Collected data entries:

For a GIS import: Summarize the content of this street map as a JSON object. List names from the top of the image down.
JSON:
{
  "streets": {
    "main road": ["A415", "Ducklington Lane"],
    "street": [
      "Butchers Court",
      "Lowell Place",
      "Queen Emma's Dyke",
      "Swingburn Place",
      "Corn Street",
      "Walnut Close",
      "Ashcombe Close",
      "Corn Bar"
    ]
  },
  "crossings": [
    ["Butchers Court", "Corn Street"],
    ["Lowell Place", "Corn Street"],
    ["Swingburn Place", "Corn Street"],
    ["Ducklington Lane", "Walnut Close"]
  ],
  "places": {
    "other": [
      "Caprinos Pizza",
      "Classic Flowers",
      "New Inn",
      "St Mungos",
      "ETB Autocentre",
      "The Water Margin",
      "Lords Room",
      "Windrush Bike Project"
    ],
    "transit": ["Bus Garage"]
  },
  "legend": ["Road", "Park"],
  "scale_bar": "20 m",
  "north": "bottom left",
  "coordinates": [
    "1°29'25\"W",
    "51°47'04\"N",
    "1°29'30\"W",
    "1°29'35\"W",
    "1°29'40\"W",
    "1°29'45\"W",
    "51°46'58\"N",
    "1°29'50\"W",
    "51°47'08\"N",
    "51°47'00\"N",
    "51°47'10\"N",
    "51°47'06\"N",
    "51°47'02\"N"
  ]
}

**WHAT IS BEING ASKED:** In the entries above, locate every line with the word "Close" and copy it.

**TASK RESPONSE:**
      "Walnut Close",
      "Ashcombe Close",
    ["Ducklington Lane", "Walnut Close"]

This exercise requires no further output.